The world was redeemed by the Passion of our Lord. But
there never was, in the ordinance of God, such a thing as a Passion of
Jesus disjoined from the Compassion of Mary. The two things were one
simultaneous oblation, interwoven each moment through the
thickly-crowded mysteries of that dread time, unto the Eternal Father,
out of two sinless Hearts, that were the Hearts of Son and Mother, for
the sins of a guilty world which fell on them contrary to their merits,
but according to their own free will. Never was any sanctified sorrow
of creatures so confused and commingled with the world-redeeming sorrow
of Jesus as was the Compassion of His Mother.
Furthermore, the Compassion of Mary was an example to the whole Church.
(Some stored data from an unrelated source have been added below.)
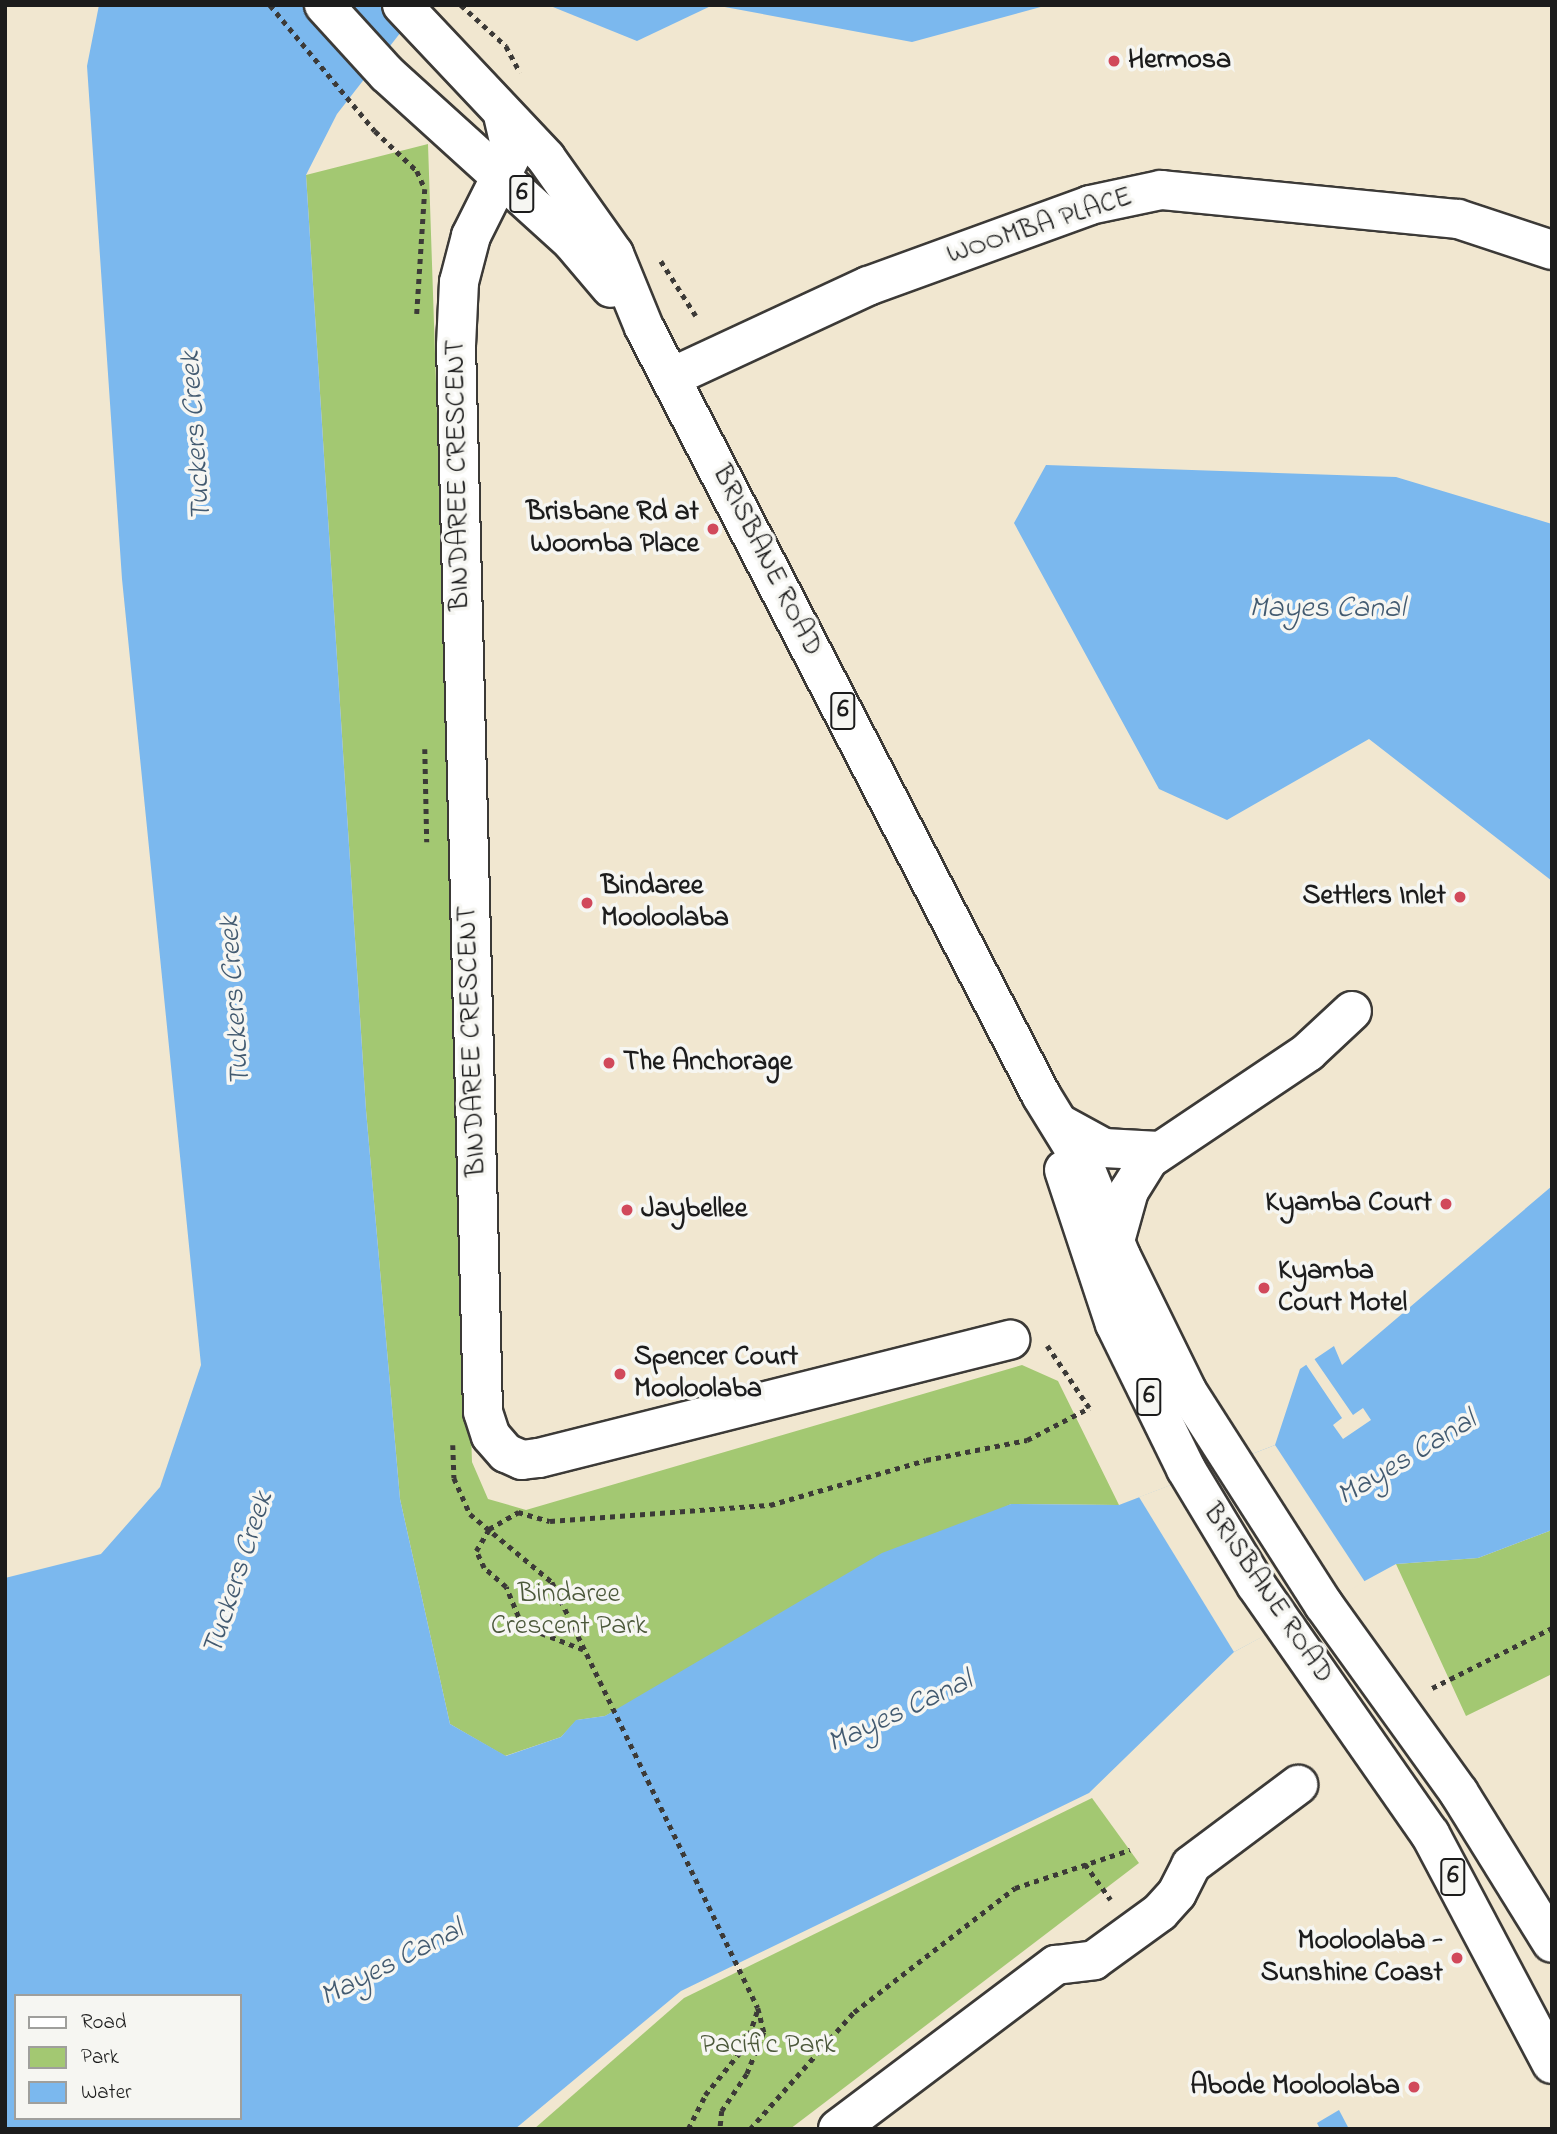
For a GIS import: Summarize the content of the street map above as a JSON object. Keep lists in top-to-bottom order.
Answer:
{
  "streets": {
    "main road": [
      "6",
      "WOOMBA PLACE",
      "BINDAREE CRESCENT",
      "BRISBANE ROAD"
    ]
  },
  "crossings": [
    ["WOOMBA PLACE", "BRISBANE ROAD"],
    ["BINDAREE CRESCENT", "BRISBANE ROAD"]
  ],
  "water": ["Tuckers Creek", "Mayes Canal"],
  "parks": ["Bindaree Crescent Park", "Pacific Park"],
  "places": [
    "Hermosa",
    "Brisbane Rd at Woomba Place",
    "Settlers Inlet",
    "Bindaree Mooloolaba",
    "The Anchorage",
    "Kyamba Court",
    "Jaybellee",
    "Kyamba Court Motel",
    "Spencer Court Mooloolaba",
    "Mooloolaba - Sunshine Coast",
    "Abode Mooloolaba"
  ],
  "legend": ["Road", "Park", "Water"]
}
It is part of the teaching of the four Gospels. It performs a function
for all ages of the world. It is a continual source of holiness in the
midst of each generation of the faithful. It is a living,
grace-diffusing power among the children of God. It actually leads
multitudes of souls to Jesus. It breaks the bonds of sin and evil
habits. It melts cold hearts, and stimulates the lukewarm affections of
the torpid and the worldly. It pours light and tenderness, and a spirit
of prayer, and a love of suffering. and a thirst for penance, into
countless souls, between the sunrise and sunset of each day, and in the
whole breadth of the world from pole to pole. It models Saints; it
animates religious orders; it is the type of a special spiritual life
to individual souls. It rises up to heaven like an endless angelic
song. Everywhere in the Church there is a sound of it. Out of seven
deep places it echoes ever- lastingly. Time and space have nothing to
do with it. Simeon still prophesies, and we hear it, and a lifelong
sadness runs thenceforth alongside of our perseverance in the ways of
grace. Still Mary flies with Jesus into Egypt, and dwells there, and
the Nile lapses by, and the shadows in our souls are the substances of
grace. Still for three days does the childless Mother wander with
darkened spirit, seeking for her Child, and finding Him, at last, in
the temple. Still is she meeting Him, again and again, with the heavy
Cross upon His shoulders, and we the while meeting Him in her. Still is
she at the foot of the Cross, alluring all her children to her. Still
is she at the Deposition from the Cross, and at the Burial, acting
over, again and again, those pathetic mysteries in the new hearts which
the children of each generation give her. Thus, her compassion is not
merely her own. It authoritatively and authentically represented the
whole Church on Calvary. She was present at the Passion, as it were
officially, and in a double capacity, as co-operating with the
Redeemer, and as representing the redeemed.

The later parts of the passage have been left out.